**Task description**. Scan the following data for lines with "each" and state how many there are, as a number only.

**Data for this task**.

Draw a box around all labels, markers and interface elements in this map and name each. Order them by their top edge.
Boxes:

--

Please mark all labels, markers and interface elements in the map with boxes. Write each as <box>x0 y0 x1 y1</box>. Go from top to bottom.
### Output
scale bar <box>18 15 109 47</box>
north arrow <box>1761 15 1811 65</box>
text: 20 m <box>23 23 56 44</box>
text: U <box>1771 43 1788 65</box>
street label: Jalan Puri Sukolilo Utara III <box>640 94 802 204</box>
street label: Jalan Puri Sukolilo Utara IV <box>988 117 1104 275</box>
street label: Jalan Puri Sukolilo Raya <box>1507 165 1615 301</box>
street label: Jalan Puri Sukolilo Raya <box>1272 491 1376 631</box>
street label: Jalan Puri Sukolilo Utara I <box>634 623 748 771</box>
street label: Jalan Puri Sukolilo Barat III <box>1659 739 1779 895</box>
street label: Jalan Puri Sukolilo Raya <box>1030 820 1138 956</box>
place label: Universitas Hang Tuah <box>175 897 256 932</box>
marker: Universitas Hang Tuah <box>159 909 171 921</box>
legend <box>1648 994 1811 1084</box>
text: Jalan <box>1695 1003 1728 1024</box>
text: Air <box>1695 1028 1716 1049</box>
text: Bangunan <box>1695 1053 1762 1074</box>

**Task response**. 2